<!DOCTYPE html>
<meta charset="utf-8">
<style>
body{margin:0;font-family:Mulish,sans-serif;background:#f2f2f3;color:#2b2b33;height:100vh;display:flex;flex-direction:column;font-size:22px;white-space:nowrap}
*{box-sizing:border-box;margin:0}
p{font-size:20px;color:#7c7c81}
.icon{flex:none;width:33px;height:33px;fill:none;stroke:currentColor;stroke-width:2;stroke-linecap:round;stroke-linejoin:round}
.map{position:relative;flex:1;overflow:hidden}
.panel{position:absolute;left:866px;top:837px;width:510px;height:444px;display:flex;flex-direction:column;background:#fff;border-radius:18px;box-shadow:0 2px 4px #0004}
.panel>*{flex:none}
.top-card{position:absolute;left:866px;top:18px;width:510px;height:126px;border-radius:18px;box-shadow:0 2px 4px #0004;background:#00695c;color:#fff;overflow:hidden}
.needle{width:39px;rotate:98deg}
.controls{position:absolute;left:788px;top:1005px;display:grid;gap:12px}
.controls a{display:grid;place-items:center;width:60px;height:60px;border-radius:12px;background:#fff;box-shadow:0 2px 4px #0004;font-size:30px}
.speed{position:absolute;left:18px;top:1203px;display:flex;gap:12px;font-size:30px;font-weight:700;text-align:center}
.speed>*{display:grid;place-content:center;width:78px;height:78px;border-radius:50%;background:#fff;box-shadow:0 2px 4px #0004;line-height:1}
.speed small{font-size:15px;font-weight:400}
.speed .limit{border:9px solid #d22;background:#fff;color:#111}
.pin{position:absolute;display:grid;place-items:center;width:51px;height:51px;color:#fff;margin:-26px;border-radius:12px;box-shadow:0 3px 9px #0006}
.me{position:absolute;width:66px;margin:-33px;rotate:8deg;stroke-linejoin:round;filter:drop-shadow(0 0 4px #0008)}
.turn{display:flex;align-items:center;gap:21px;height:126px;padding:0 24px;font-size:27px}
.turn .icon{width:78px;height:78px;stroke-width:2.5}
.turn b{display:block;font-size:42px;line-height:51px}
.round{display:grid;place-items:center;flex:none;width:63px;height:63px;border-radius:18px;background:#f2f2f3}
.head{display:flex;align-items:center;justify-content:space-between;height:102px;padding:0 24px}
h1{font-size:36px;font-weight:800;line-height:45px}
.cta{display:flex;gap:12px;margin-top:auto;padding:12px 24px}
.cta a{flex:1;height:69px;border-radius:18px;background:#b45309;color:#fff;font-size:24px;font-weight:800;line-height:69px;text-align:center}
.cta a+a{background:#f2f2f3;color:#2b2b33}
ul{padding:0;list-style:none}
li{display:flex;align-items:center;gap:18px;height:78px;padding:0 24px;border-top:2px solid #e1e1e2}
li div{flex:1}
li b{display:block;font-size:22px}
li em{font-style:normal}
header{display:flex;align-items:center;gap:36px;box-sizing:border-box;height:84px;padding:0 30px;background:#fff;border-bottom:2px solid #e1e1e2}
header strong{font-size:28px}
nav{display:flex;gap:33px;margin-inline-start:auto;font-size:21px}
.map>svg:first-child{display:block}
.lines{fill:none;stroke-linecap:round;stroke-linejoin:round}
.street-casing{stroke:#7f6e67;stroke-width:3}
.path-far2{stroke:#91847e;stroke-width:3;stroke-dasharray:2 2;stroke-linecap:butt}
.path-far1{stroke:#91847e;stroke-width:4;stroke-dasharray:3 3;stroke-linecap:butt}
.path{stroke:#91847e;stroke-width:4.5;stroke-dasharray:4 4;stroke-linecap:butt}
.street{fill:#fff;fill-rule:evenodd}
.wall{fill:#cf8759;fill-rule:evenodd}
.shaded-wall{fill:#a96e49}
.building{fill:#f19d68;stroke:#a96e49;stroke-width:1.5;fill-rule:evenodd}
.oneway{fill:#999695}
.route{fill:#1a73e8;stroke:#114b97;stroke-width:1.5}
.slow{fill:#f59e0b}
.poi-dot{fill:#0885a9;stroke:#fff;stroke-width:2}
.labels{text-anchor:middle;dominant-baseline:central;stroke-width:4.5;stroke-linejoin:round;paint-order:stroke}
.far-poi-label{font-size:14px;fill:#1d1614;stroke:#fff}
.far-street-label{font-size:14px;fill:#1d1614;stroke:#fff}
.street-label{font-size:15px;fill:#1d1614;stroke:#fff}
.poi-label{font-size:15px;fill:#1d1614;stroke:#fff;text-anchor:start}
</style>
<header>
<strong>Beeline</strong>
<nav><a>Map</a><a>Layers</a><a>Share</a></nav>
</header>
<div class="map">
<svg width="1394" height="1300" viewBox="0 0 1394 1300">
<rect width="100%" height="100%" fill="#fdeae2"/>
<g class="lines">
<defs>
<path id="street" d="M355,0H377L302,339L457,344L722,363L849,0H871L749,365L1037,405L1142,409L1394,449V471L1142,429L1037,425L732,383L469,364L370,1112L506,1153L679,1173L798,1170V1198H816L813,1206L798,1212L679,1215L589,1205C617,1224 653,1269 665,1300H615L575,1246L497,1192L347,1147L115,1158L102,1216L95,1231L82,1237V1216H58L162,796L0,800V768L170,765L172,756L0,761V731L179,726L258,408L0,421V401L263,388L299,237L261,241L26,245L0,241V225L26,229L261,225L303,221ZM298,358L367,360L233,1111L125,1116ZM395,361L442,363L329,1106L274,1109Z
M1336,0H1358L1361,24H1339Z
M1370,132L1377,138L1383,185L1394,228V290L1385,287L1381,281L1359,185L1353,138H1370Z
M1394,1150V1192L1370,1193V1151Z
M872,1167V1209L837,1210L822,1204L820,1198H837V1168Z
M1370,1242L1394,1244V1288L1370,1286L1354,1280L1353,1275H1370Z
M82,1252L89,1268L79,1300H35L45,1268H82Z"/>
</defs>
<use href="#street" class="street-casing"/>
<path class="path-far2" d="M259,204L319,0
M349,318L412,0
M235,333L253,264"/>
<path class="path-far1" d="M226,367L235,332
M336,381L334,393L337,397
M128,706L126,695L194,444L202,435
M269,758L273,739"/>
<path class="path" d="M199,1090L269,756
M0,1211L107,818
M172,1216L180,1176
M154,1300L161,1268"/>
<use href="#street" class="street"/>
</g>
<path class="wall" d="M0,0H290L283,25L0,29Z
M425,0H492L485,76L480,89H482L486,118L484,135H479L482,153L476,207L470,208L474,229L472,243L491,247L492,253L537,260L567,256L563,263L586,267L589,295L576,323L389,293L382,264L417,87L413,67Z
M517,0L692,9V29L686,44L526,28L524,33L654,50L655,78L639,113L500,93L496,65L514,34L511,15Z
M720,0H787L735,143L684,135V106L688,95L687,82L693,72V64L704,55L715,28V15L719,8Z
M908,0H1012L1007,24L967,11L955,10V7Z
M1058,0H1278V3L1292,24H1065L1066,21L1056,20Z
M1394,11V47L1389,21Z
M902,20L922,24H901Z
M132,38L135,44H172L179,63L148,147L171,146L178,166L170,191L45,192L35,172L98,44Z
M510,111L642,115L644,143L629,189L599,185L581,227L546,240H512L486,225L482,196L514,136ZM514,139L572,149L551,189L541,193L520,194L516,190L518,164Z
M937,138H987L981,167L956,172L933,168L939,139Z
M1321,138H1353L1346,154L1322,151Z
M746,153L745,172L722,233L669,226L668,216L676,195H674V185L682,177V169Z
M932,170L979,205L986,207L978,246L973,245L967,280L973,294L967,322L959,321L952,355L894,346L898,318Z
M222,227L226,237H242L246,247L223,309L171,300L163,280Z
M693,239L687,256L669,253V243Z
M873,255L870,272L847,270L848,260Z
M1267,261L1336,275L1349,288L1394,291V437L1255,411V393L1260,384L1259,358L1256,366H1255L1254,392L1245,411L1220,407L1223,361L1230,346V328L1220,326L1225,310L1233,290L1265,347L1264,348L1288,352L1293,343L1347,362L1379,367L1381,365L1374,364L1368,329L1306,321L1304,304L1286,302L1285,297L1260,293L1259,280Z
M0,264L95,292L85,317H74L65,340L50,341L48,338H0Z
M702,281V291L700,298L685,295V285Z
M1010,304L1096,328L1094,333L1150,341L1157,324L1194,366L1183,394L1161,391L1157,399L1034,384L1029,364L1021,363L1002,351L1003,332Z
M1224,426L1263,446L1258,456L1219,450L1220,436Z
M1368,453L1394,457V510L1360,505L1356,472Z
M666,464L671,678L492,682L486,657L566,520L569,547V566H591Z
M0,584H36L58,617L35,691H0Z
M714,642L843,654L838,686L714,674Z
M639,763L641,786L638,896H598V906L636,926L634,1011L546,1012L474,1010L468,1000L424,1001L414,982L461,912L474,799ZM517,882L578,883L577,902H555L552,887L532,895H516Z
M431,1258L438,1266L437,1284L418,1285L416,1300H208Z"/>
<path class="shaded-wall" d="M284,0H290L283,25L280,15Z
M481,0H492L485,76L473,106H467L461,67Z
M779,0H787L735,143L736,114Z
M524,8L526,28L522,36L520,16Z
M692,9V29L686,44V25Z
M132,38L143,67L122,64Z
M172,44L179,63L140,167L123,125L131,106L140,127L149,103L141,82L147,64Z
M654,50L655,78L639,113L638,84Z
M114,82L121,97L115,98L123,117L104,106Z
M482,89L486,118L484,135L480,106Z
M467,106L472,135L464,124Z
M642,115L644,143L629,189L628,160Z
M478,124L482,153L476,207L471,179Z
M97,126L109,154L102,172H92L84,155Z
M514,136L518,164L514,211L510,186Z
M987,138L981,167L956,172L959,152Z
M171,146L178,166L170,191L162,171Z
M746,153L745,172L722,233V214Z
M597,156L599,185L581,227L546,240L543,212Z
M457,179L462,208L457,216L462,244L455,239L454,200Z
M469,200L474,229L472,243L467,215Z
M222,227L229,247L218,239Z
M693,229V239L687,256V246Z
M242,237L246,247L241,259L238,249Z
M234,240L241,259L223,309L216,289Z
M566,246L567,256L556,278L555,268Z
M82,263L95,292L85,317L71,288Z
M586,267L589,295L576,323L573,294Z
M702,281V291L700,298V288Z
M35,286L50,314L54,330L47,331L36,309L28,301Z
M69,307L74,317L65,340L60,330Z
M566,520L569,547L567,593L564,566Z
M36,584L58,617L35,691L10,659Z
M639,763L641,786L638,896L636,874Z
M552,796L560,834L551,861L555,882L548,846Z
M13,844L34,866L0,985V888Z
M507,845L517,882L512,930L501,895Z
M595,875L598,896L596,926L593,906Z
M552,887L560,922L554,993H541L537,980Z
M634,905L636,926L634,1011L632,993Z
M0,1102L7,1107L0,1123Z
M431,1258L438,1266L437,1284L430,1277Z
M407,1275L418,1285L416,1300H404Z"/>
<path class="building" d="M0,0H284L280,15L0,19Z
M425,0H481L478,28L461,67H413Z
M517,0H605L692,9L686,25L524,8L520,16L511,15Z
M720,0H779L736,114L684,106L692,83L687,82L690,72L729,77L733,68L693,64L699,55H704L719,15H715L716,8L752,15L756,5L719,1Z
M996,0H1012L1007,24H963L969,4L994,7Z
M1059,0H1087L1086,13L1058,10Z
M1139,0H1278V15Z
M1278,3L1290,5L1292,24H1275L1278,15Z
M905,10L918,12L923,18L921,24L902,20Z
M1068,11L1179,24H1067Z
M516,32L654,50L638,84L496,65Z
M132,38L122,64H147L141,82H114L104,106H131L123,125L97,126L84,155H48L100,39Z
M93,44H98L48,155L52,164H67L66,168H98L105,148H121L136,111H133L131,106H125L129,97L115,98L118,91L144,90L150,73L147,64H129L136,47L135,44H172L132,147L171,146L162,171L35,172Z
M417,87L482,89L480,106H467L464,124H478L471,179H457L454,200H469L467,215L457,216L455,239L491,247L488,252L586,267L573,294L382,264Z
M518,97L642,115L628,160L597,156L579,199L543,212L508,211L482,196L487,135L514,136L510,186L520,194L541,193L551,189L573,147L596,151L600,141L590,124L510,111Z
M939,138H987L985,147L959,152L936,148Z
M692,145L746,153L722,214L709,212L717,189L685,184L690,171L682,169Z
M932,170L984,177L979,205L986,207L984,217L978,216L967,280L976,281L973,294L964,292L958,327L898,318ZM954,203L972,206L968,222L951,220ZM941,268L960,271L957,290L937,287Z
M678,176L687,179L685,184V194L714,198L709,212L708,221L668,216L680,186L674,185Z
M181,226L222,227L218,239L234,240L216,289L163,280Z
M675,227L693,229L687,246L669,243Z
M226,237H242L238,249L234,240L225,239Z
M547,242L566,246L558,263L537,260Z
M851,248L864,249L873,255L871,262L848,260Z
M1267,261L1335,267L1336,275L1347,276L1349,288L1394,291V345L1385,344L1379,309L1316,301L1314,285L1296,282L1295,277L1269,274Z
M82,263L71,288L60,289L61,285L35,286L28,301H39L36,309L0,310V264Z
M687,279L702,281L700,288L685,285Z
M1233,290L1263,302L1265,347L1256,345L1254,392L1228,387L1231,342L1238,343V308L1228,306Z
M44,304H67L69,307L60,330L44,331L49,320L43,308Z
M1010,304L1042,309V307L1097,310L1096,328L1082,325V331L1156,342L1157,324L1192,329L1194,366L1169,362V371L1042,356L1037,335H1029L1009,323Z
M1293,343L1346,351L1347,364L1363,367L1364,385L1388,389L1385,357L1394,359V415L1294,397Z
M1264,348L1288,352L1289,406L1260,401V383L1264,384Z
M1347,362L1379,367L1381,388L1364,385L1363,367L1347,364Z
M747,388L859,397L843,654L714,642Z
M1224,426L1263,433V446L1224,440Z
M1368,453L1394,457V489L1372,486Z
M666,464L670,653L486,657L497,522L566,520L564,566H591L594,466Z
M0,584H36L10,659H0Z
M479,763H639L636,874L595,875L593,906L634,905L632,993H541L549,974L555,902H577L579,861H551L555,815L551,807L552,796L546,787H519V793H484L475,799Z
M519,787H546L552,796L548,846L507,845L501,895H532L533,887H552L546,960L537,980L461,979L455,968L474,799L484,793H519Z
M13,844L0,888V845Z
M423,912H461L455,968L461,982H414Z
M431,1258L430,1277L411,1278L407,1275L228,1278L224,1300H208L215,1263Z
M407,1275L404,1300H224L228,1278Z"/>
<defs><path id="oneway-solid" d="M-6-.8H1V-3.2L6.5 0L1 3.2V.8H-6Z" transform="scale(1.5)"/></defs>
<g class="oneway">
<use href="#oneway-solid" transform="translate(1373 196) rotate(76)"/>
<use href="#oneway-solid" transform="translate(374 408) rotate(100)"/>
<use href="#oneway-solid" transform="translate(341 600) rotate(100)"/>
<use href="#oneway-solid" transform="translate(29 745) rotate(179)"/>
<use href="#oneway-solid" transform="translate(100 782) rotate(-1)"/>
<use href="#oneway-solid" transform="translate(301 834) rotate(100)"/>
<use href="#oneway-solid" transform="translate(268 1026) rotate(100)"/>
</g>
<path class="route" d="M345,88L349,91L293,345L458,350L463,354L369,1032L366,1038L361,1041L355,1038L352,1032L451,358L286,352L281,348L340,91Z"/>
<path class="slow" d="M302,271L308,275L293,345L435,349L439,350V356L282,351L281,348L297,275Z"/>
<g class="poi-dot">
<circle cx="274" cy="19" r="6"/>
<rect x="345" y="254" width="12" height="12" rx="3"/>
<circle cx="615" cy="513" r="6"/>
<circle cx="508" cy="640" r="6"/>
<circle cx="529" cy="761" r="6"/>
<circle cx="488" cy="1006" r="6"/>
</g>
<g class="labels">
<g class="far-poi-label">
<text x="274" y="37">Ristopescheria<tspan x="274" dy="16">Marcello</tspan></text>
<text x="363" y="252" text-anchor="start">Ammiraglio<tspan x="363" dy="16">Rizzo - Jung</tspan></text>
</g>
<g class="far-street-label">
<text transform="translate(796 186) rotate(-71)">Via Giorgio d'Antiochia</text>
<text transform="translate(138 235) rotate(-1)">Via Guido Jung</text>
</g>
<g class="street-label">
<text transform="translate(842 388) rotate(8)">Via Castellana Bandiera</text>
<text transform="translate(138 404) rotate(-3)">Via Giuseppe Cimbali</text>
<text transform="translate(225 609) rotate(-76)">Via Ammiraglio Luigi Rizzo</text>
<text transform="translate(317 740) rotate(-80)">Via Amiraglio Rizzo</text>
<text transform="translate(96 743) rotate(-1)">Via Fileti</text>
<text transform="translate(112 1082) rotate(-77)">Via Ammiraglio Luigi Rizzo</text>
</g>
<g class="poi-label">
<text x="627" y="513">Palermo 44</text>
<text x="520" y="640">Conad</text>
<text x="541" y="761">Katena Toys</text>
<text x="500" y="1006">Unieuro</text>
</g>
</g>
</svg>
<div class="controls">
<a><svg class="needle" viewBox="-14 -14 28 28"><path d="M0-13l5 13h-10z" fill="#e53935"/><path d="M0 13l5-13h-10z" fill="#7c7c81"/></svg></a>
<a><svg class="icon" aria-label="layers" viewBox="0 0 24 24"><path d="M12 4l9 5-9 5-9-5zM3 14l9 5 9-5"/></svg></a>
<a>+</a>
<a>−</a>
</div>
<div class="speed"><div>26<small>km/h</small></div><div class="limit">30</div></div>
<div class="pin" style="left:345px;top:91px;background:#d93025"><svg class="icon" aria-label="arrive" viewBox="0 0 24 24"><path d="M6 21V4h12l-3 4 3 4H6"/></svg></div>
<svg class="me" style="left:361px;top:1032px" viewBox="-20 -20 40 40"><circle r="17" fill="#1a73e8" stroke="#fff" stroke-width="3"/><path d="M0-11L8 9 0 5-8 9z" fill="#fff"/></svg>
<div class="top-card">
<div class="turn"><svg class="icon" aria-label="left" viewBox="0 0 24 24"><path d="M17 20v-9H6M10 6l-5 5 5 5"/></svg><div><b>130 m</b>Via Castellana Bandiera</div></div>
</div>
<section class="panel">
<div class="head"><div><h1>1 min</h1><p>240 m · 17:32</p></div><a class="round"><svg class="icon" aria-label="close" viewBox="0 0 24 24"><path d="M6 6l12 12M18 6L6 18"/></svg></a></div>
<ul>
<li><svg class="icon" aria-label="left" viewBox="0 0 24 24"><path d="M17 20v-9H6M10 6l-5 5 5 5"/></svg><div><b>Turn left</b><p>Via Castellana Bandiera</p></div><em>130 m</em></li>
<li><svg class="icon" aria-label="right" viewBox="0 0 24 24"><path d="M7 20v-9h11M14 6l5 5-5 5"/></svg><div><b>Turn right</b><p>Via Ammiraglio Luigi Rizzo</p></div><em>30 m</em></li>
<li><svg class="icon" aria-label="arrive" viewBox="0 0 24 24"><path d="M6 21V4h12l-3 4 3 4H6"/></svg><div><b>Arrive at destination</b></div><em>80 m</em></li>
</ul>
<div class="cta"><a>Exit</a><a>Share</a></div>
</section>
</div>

------------------------------------------------------------

Assigned task —
What is asked for is an exact copy of the lines above from the one containing "M586,267L589,295L576,323L573,294Z" through the one containing "M634,905L636,926L634,1011L632,993Z", and only those.

Solved exercise —
M586,267L589,295L576,323L573,294Z
M702,281V291L700,298V288Z
M35,286L50,314L54,330L47,331L36,309L28,301Z
M69,307L74,317L65,340L60,330Z
M566,520L569,547L567,593L564,566Z
M36,584L58,617L35,691L10,659Z
M639,763L641,786L638,896L636,874Z
M552,796L560,834L551,861L555,882L548,846Z
M13,844L34,866L0,985V888Z
M507,845L517,882L512,930L501,895Z
M595,875L598,896L596,926L593,906Z
M552,887L560,922L554,993H541L537,980Z
M634,905L636,926L634,1011L632,993Z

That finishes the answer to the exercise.